'''

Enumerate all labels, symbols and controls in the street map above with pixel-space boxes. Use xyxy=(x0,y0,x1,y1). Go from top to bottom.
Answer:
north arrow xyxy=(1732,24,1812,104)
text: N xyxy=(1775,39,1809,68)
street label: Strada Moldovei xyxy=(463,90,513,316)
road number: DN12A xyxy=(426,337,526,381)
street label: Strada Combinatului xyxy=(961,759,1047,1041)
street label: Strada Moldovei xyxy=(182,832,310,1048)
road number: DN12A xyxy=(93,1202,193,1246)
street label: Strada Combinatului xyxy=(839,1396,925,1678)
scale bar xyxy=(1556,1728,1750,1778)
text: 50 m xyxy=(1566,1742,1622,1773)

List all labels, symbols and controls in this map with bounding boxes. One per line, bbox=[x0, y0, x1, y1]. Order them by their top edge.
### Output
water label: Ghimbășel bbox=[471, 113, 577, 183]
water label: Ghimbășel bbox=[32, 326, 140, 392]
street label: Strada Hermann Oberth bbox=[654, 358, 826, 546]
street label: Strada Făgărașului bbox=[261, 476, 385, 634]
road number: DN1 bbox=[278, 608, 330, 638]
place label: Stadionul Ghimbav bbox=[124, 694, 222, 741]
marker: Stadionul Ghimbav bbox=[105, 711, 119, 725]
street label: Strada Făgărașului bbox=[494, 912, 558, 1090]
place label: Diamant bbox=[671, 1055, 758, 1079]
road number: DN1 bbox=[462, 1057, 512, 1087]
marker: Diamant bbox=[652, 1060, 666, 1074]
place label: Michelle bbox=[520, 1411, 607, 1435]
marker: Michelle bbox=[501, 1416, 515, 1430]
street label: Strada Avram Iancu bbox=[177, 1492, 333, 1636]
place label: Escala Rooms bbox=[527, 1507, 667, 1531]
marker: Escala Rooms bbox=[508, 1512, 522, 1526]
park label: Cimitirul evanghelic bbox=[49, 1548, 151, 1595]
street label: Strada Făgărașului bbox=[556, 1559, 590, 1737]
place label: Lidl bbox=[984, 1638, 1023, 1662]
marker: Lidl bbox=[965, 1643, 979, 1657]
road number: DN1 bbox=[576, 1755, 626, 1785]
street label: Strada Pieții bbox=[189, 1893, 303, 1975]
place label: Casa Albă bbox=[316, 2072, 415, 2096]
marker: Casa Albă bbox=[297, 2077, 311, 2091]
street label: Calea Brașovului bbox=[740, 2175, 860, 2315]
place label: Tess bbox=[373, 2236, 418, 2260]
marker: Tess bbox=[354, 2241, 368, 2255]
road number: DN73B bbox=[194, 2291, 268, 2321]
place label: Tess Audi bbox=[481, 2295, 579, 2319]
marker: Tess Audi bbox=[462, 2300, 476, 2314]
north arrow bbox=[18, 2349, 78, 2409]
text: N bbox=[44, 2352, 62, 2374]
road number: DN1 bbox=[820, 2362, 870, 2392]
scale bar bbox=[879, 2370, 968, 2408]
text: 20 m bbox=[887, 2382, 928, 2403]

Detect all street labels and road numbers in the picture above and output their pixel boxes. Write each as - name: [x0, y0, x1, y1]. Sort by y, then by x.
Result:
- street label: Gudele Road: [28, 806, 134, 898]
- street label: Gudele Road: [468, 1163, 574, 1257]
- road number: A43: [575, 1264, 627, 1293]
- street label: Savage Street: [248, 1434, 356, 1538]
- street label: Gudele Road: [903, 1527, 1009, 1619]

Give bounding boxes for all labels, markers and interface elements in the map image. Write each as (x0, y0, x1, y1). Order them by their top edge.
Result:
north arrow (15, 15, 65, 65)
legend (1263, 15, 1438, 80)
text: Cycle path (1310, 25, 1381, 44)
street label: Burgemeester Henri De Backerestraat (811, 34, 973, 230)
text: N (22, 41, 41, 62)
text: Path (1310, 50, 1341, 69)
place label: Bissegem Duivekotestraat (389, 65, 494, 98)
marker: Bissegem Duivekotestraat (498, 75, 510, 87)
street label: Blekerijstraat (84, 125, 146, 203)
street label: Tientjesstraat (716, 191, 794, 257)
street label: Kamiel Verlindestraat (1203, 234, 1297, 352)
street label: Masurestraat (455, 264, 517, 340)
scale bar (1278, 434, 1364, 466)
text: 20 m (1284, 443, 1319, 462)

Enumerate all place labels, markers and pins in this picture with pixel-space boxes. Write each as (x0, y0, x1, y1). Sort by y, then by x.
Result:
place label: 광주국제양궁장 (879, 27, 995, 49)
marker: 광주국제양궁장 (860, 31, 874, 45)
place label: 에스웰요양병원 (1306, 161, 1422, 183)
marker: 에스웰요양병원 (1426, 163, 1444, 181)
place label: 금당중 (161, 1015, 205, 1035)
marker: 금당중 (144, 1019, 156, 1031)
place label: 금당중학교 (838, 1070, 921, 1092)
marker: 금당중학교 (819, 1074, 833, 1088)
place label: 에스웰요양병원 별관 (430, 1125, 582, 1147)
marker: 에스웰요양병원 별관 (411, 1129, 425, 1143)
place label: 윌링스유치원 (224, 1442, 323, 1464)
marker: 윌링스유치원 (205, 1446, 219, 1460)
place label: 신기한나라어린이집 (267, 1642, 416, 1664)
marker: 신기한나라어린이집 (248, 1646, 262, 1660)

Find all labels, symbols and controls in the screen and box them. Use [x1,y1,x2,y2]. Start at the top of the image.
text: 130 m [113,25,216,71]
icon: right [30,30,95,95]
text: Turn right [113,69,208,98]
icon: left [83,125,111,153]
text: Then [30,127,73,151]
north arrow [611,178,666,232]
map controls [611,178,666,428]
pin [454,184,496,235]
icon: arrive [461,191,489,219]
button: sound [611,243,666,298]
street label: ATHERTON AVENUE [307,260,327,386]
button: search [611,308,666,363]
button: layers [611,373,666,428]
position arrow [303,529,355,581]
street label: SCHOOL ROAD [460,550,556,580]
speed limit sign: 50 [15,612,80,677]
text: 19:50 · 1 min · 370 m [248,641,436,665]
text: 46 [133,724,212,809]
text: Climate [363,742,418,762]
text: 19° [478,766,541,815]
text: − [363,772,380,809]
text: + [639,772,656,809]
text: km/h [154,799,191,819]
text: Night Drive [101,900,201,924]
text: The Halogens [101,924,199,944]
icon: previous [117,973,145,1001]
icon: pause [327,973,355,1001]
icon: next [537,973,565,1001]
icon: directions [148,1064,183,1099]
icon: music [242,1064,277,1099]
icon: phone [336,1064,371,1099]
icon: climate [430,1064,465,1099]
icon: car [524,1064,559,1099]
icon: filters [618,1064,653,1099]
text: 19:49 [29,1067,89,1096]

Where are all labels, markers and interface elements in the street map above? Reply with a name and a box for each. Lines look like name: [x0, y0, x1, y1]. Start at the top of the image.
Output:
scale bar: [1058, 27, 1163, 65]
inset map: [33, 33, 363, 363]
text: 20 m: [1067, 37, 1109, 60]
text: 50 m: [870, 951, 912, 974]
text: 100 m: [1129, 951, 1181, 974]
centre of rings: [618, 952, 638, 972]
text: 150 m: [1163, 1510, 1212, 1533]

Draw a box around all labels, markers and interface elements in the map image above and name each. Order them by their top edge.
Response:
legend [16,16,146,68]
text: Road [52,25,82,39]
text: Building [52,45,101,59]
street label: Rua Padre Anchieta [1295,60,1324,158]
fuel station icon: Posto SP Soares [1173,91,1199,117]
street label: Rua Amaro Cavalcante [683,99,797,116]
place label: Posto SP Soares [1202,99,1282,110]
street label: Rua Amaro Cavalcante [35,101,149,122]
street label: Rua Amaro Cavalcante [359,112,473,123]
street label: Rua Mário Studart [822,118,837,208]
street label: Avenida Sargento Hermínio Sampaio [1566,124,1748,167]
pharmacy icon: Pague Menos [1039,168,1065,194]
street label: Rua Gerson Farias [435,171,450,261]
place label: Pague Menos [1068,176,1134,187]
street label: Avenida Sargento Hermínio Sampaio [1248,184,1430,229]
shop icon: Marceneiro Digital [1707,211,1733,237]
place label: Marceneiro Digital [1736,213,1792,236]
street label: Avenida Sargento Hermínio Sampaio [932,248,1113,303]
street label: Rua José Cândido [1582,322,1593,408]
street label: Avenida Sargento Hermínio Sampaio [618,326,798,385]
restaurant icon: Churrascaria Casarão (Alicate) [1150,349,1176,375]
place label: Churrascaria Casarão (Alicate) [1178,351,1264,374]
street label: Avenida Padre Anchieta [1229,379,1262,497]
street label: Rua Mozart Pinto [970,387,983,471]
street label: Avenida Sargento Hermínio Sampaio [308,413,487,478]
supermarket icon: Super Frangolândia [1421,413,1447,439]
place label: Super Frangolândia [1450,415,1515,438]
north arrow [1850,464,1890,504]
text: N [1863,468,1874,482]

'''

PROBLEM REQUIREMENTS
Return a copy of each line in the records above that has "edge" in it.

SOLUTION FOR THIS TASK
List all labels, symbols and controls in this map with bounding boxes. One per line, bbox=[x0, y0, x1, y1]. Order them by their top edge.
Give bounding boxes for all labels, markers and interface elements in the map image. Write each as (x0, y0, x1, y1). Order them by their top edge.
Draw a box around all labels, markers and interface elements in the map image above and name each. Order them by their top edge.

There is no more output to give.